Technical information
- Licensing authority: FCC
- Facility ID: 12065
- Class: A
- ERP: 125 watts
- HAAT: 23 meters (75 feet)
- Transmitter coordinates: 39°33′17.0″N 97°39′48.0″W﻿ / ﻿39.554722°N 97.663333°W

Links
- Public license information: Public file; LMS;
- Website: KVCO by CCCC

= KVCO =

KVCO (88.3 FM) is a nonprofit radio station licensed to serve Concordia, Kansas. The station is owned and operated by Cloud County Community College. KVCO helps would-be radio workers train for the radio industry.
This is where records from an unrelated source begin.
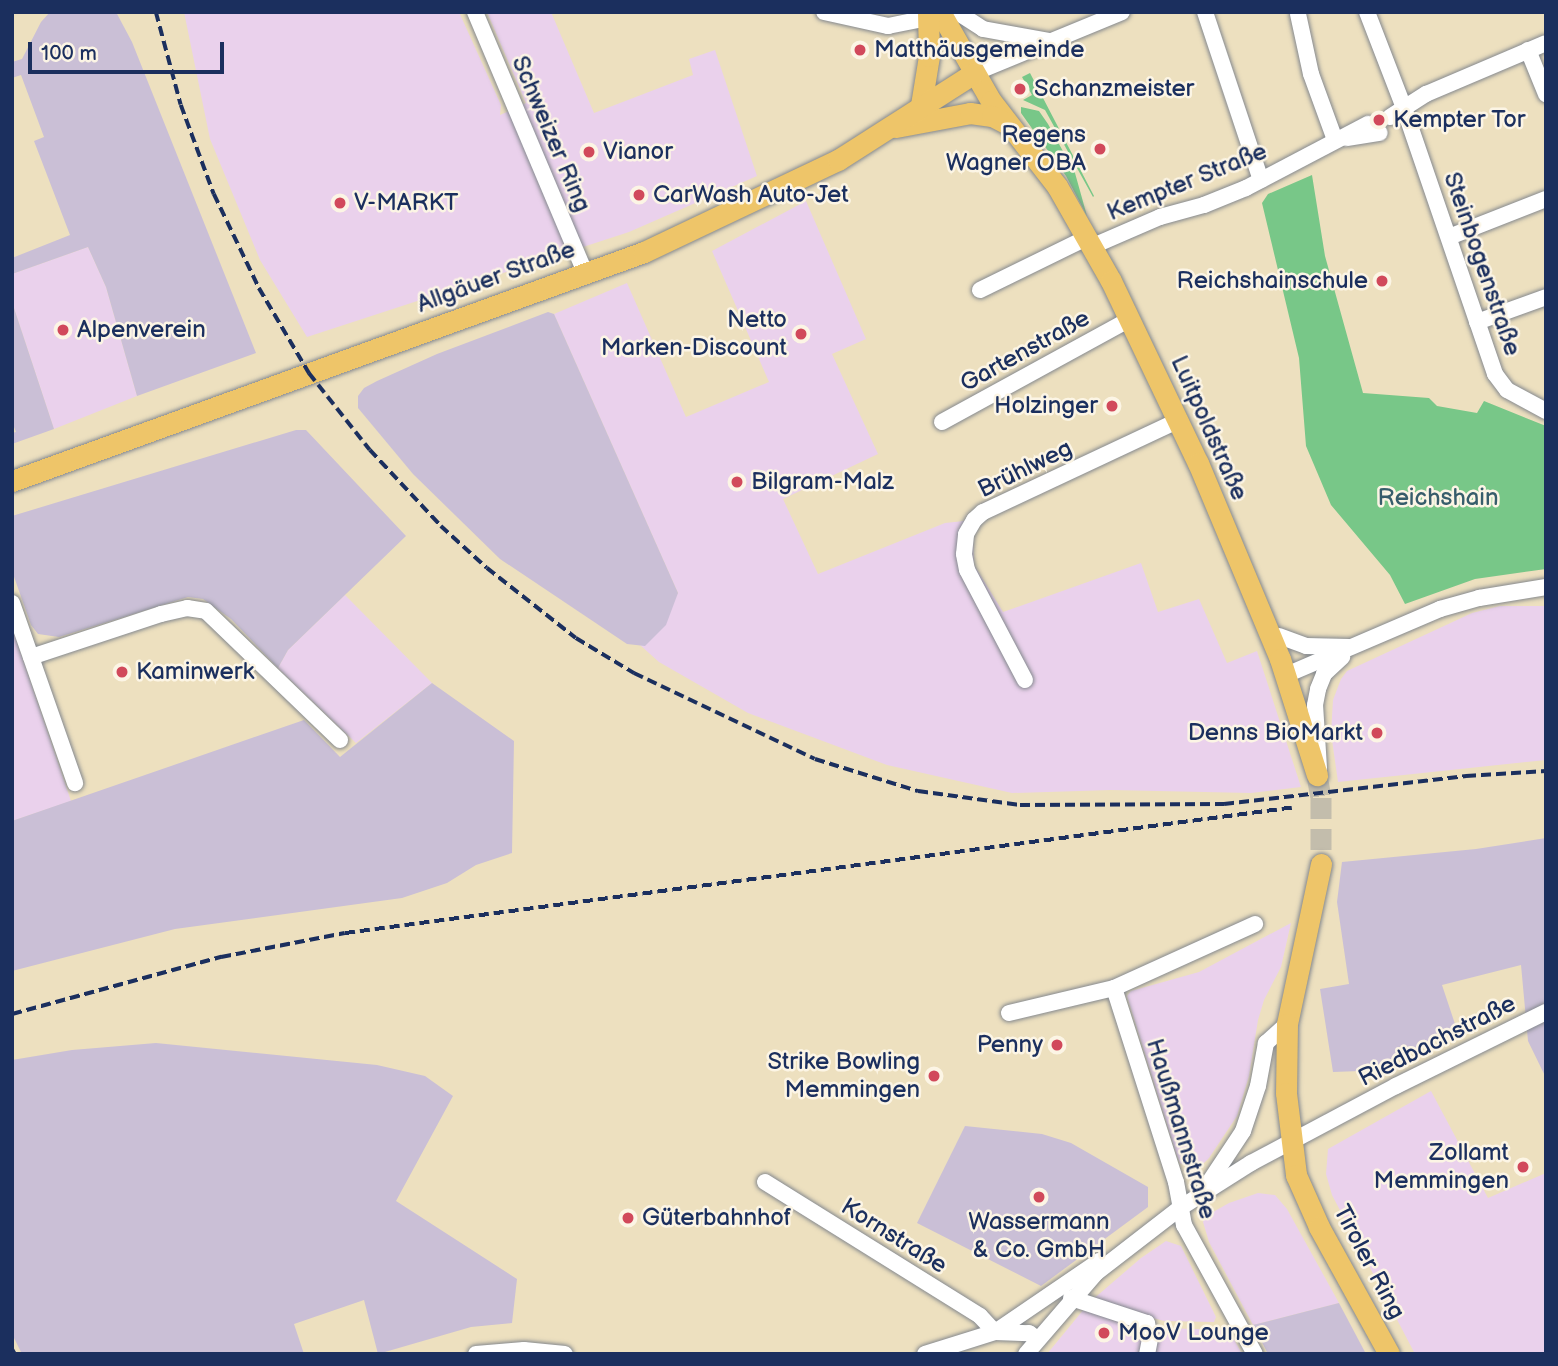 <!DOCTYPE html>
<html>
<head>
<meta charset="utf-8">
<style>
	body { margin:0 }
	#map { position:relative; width:1558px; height:1366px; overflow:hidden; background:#ede0bf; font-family:"Balsamiq Sans",sans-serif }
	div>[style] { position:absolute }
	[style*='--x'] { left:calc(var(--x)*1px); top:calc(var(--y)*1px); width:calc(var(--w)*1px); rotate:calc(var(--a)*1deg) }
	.built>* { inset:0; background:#ead1ec }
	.industrial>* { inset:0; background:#cabfd6 }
	.green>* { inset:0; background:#78c788 }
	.major-tunnel>* { height:21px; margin-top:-10.5px; transform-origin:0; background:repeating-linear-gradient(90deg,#c3bdac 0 21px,transparent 0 31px) }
	.roads { filter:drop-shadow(0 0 2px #84888e) drop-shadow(0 0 2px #84888e) }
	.minor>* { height:16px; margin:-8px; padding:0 8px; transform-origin:8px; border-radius:8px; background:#fff }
	.major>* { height:21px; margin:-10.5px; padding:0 10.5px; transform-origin:10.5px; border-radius:10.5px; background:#eec569 }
	.rail>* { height:3.5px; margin-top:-1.75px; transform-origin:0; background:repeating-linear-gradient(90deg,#1b2f5e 0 10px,transparent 0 15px) }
	.dots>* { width:19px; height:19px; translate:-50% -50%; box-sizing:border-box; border:4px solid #fcf5e5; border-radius:50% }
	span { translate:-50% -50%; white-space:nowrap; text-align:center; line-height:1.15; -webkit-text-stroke:5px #fcf5e5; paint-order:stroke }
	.poi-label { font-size:24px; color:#1b2f5e }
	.left { translate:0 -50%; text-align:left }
	.right { translate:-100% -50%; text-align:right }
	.street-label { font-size:24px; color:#1b2f5e }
	.park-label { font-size:24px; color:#375d6b }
	.frame { position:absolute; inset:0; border:14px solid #1b2f5e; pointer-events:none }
	.scale { position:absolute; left:28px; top:42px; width:196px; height:32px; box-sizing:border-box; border:4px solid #1b2f5e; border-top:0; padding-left:9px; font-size:21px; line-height:24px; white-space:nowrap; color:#1b2f5e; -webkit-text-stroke:5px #fcf5e5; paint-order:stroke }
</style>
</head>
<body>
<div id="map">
	<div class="built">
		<i style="clip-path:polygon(184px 12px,459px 12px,501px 105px,500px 115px,526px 103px,487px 12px,551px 12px,594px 113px,693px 75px,689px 59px,715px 50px,757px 176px,629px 232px,307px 337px,260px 260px,210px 139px)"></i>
		<i style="clip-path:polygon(806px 201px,866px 339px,832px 354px,878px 454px,783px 499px,818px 574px,945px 523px,964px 521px,973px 537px,974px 565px,1003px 612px,1141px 563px,1158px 612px,1199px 599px,1227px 663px,1257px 651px,1301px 787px,1251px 793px,1111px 790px,1012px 793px,887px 765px,748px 713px,659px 662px,640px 645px,678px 593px,554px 314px,627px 283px,686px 417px,769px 382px,712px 251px)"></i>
		<i style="clip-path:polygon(88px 247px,106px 287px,137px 396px,54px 429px,12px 302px,12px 274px)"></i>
		<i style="clip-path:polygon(345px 595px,432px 683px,356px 743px,278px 668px,288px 650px)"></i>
		<i style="clip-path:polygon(1500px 606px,1546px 606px,1546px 760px,1338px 782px,1331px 733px,1333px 700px,1341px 679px,1347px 671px,1472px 613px)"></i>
		<i style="clip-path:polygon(12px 628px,71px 801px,12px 821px)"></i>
		<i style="clip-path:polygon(1291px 923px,1281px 967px,1264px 1000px,1258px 1020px,1249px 1076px,1237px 1116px,1209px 1158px,1200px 1167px,1186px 1166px,1180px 1163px,1176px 1153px,1127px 996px,1131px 991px,1199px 972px)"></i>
		<i style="clip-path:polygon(1431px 1091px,1488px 1198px,1546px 1173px,1546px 1354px,1415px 1354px,1332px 1195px,1326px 1174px,1328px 1149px)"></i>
		<i style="clip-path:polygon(1258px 1193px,1275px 1195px,1287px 1209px,1339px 1303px,1253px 1325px,1209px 1242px,1203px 1222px,1206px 1216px,1229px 1203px)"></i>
		<i style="clip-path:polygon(1166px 1241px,1181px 1246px,1216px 1317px,1214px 1322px,1164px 1321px,1091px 1301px,1141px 1258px)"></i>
		<i style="clip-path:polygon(1084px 1309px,1138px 1325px,1145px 1331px,1141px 1354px,1047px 1354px)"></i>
		<i style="clip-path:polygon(1161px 1328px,1229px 1330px,1242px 1354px,1149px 1354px,1155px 1330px)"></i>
	</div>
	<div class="industrial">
		<i style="clip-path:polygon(50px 12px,116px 12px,132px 42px,256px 353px,137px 396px,106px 287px,88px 247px,12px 274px,12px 258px,70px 235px,34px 141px,44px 137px,21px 75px,12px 78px,12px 62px,22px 59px,41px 22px)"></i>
		<i style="clip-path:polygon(12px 302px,54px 429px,12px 444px,12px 433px,16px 432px,12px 422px)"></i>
		<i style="clip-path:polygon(548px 312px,554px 314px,678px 593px,666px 625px,645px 646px,627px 644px,500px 559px,413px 474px,358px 408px,358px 396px,364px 388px,377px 381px,437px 354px)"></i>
		<i style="clip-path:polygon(296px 430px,306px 430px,406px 536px,288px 650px,278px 668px,231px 619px,203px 599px,188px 597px,59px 637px,38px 634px,31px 625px,12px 571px,12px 516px)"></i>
		<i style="clip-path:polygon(432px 683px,514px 741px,512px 853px,476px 865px,447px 883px,402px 898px,175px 929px,12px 971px,12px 821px,304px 720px,340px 757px)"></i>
		<i style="clip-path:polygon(1546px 838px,1546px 1078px,1528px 1041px,1521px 965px,1442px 985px,1456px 1027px,1392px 1062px,1360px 1071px,1333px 1072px,1320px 989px,1349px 984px,1337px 902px,1342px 862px,1476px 849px)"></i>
		<i style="clip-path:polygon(156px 1043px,377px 1065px,425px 1076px,453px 1096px,396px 1201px,517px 1279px,512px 1323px,471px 1327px,378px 1354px,364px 1300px,294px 1324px,304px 1354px,22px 1354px,12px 1334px,12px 1060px,72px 1050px)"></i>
		<i style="clip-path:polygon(965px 1126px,1042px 1134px,1071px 1143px,1148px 1187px,1148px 1207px,1041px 1286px,917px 1223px)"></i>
		<i style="clip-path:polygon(1339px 1303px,1366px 1354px,1268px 1354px,1253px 1325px)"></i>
	</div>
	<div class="green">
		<i style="clip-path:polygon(1030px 73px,1094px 196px,1093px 197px,1045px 110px,1023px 100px,1032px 95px,1022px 77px)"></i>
		<i style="clip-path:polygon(1021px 107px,1039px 111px,1048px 124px,1075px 173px,1087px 216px,1066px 176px,1021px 113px)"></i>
		<i style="clip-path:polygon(1312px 175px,1325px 256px,1363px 393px,1429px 398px,1437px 406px,1477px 413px,1484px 401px,1546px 426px,1546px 569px,1475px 579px,1405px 604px,1390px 575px,1331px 505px,1306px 446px,1299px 358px,1262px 203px,1268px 194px)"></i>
	</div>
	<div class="major-tunnel">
		<i style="--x:1317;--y:775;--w:22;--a:80"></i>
		<i style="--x:1321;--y:797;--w:67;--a:90"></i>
	</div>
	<div class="roads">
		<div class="minor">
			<i style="--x:475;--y:12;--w:283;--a:67.1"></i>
			<i style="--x:824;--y:12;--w:66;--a:12.3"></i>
			<i style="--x:888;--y:26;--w:41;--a:-11.3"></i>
			<i style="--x:957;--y:12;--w:31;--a:33"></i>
			<i style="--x:983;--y:29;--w:68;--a:10.2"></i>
			<i style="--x:1205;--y:12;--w:177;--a:71.6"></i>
			<i style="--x:1367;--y:12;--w:103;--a:68.9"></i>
			<i style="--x:1404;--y:108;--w:281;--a:71.1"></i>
			<i style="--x:1495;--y:374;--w:20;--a:53"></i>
			<i style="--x:1507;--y:390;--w:44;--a:28.3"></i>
			<i style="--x:1298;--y:14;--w:61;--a:77.8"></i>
			<i style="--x:1311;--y:74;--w:70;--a:70"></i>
			<i style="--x:1528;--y:50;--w:48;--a:67.8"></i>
			<i style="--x:974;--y:73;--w:160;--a:-22.4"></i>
			<i style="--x:1390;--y:117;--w:43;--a:-32.6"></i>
			<i style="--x:1426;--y:94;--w:130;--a:-23"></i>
			<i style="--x:1347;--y:138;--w:33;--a:-9"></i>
			<i style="--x:1449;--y:237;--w:104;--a:-21.4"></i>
			<i style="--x:1093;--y:246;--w:73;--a:-23.4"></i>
			<i style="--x:1160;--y:217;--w:46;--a:-15.3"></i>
			<i style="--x:1204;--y:205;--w:45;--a:-22"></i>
			<i style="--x:1246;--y:188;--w:138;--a:-27.7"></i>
			<i style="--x:980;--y:290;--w:120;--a:-26.1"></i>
			<i style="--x:1477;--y:322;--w:73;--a:-19.9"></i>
			<i style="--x:942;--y:422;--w:214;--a:-28.7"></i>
			<i style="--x:12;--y:603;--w:191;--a:70.7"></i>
			<i style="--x:1279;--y:636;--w:29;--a:20"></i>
			<i style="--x:1306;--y:646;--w:43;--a:1.3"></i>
			<i style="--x:31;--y:657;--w:137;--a:-18.3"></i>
			<i style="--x:161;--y:614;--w:27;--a:-13"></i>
			<i style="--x:187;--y:608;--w:19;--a:9"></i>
			<i style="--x:206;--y:611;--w:186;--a:43.9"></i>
			<i style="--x:1286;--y:675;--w:168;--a:-23.2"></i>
			<i style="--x:1440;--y:609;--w:41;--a:-15.8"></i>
			<i style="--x:1479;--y:598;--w:68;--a:-9.3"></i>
			<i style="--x:1025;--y:680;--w:124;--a:-117.8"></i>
			<i style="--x:967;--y:570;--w:16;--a:-101"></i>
			<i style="--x:964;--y:554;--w:20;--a:-84"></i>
			<i style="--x:966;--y:534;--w:16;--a:-60"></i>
			<i style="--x:974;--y:520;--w:12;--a:-42"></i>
			<i style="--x:983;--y:512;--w:217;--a:-25.1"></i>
			<i style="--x:1319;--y:768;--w:63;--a:-93.6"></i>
			<i style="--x:1315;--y:705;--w:16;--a:-79"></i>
			<i style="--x:1318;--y:689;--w:16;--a:-68"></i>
			<i style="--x:1324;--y:674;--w:25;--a:-43"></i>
			<i style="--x:1114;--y:988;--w:204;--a:72.3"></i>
			<i style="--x:1176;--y:1182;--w:44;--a:79.5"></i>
			<i style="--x:1184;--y:1225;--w:147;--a:61.2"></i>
			<i style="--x:1009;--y:1013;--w:108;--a:-13.4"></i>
			<i style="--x:1114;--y:988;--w:155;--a:-24.4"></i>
			<i style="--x:765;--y:1182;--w:253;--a:31.9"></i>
			<i style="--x:980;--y:1316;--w:22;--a:47"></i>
			<i style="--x:1204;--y:1190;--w:71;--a:-56.5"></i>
			<i style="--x:1243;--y:1131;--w:47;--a:-71.6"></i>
			<i style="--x:1258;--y:1086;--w:44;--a:-79.5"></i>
			<i style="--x:1266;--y:1043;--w:28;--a:-42"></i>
			<i style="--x:1071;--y:1298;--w:80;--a:18.2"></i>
			<i style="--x:1147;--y:1323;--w:16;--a:79"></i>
			<i style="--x:1150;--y:1339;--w:15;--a:101"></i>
			<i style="--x:995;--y:1332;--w:126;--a:-34.3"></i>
			<i style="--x:476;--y:1354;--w:48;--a:-4.8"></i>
			<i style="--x:524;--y:1350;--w:41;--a:5.6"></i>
			<i style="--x:925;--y:1354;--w:73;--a:-17.4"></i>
			<i style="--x:995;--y:1332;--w:34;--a:2"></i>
			<i style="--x:1029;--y:1333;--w:10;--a:37"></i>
			<i style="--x:1026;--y:1354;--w:107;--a:-49.2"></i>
			<i style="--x:1096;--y:1273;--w:106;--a:-37.7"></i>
			<i style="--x:1180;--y:1208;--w:84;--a:-32.4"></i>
			<i style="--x:1251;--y:1163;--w:164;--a:-28"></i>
			<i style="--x:1396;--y:1086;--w:167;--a:-26.3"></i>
		</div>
		<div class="major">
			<i style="--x:940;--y:12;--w:103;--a:60.2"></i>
			<i style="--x:991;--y:101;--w:108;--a:52.2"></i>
			<i style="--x:1057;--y:186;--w:109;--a:60.4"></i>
			<i style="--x:1111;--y:281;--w:202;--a:64.5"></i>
			<i style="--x:1198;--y:463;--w:212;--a:67.3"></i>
			<i style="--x:1280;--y:659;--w:122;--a:72.3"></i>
			<i style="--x:921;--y:105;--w:50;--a:-80.7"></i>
			<i style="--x:929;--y:56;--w:44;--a:-91.3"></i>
			<i style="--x:896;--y:127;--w:75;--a:-10.7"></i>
			<i style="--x:970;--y:113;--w:22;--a:8"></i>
			<i style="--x:992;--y:116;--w:18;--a:27"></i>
			<i style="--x:12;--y:481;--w:672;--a:-19.92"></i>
			<i style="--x:644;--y:252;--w:215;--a:-25.4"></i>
			<i style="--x:838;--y:160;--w:161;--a:-32.6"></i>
			<i style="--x:1321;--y:864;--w:164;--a:102"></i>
			<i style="--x:1287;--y:1024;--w:69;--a:90.8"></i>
			<i style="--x:1286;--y:1093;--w:83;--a:83"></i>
			<i style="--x:1296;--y:1175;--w:57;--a:66.1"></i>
			<i style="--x:1319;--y:1227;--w:145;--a:61.1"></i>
		</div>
	</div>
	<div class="rail">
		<i style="--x:156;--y:12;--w:96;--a:75"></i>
		<i style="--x:181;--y:105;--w:95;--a:69.7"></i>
		<i style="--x:214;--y:194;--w:104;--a:64.4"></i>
		<i style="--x:259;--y:288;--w:99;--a:59.5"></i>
		<i style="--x:309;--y:373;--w:98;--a:51.6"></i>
		<i style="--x:370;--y:450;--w:104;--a:46.9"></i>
		<i style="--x:441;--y:526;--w:62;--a:42.4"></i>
		<i style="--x:487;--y:568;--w:113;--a:38.2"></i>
		<i style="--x:576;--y:638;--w:68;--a:31.1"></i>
		<i style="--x:634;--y:673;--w:200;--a:25.4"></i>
		<i style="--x:815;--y:759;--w:108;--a:17.3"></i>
		<i style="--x:918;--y:791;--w:103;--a:7.8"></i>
		<i style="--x:1020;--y:805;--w:204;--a:-0.3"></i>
		<i style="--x:1224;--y:804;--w:244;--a:-6.6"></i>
		<i style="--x:1466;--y:776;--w:80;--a:-3.6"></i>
		<i style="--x:12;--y:1014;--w:217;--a:-15.3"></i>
		<i style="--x:221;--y:957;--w:126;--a:-11"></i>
		<i style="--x:345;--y:933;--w:959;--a:-7.55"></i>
		<i style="--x:12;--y:1349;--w:6;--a:59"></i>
	</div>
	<div class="dots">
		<i style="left:860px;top:50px;background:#d1495b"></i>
		<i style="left:1020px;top:89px;background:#d1495b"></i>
		<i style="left:1379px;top:120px;background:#d1495b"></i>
		<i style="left:1100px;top:149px;background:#d1495b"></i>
		<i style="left:589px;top:152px;background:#d1495b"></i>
		<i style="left:639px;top:195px;background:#d1495b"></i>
		<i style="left:340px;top:203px;background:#d1495b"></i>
		<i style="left:1382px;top:281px;background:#d1495b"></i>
		<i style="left:63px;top:330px;background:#d1495b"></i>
		<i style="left:801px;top:334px;background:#d1495b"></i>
		<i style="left:1112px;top:406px;background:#d1495b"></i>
		<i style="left:737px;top:482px;background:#d1495b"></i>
		<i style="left:122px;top:672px;background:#d1495b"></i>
		<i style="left:1377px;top:733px;background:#d1495b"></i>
		<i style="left:1057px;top:1045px;background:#d1495b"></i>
		<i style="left:934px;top:1076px;background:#d1495b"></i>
		<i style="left:1523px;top:1167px;background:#d1495b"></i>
		<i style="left:1039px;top:1197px;background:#d1495b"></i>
		<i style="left:628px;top:1218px;background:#d1495b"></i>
		<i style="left:1104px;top:1333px;background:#d1495b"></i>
	</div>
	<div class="poi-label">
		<span class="left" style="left:874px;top:50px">Matthäusgemeinde</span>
		<span class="left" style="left:1034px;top:89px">Schanzmeister</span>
		<span class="left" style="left:1393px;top:120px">Kempter Tor</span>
		<span class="right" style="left:1086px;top:149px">Regens<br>Wagner OBA</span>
		<span class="left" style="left:603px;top:152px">Vianor</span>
		<span class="left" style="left:653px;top:195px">CarWash Auto-Jet</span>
		<span class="left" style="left:354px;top:203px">V-MARKT</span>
		<span class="right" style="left:1368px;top:281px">Reichshainschule</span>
		<span class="right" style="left:787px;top:334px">Netto<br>Marken-Discount</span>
		<span class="left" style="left:77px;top:330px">Alpenverein</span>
		<span class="right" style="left:1098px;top:406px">Holzinger</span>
		<span class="left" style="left:751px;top:482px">Bilgram-Malz</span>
		<span class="left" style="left:136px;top:672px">Kaminwerk</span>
		<span class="right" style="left:1363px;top:733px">Denns BioMarkt</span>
		<span class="right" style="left:1043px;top:1045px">Penny</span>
		<span class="right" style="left:920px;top:1076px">Strike Bowling<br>Memmingen</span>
		<span class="right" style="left:1509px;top:1167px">Zollamt<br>Memmingen</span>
		<span class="left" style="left:642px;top:1218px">Güterbahnhof</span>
		<span style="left:1039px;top:1236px">Wassermann<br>&amp; Co. GmbH</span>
		<span class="left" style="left:1118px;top:1333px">MooV Lounge</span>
	</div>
	<div class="street-label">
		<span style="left:551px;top:134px;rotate:67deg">Schweizer Ring</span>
		<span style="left:1187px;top:182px;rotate:-22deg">Kempter Straße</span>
		<span style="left:1482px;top:264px;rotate:71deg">Steinbogenstraße</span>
		<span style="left:496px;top:277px;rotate:-20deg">Allgäuer Straße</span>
		<span style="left:1025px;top:351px;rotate:-29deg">Gartenstraße</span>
		<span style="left:1209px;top:428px;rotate:66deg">Luitpoldstraße</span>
		<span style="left:1025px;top:469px;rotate:-26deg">Brühlweg</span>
		<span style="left:1437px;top:1041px;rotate:-27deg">Riedbachstraße</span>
		<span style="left:1181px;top:1129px;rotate:73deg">Haußmannstraße</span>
		<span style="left:894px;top:1236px;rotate:32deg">Kornstraße</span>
		<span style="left:1369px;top:1262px;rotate:62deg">Tiroler Ring</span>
	</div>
	<div class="park-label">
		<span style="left:1438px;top:498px">Reichshain</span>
	</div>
	<div class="frame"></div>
	<div class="scale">100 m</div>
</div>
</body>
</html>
It airs an active rock/college radio format, with music of varying genres.

With a power of 125 watts, the station's range is a radius of approximately 15 mi. With the exception of General Manager, positions are voluntary, and the station is run somewhat like a collegiate club or interest organization.

KVCO began broadcasting in early 1977.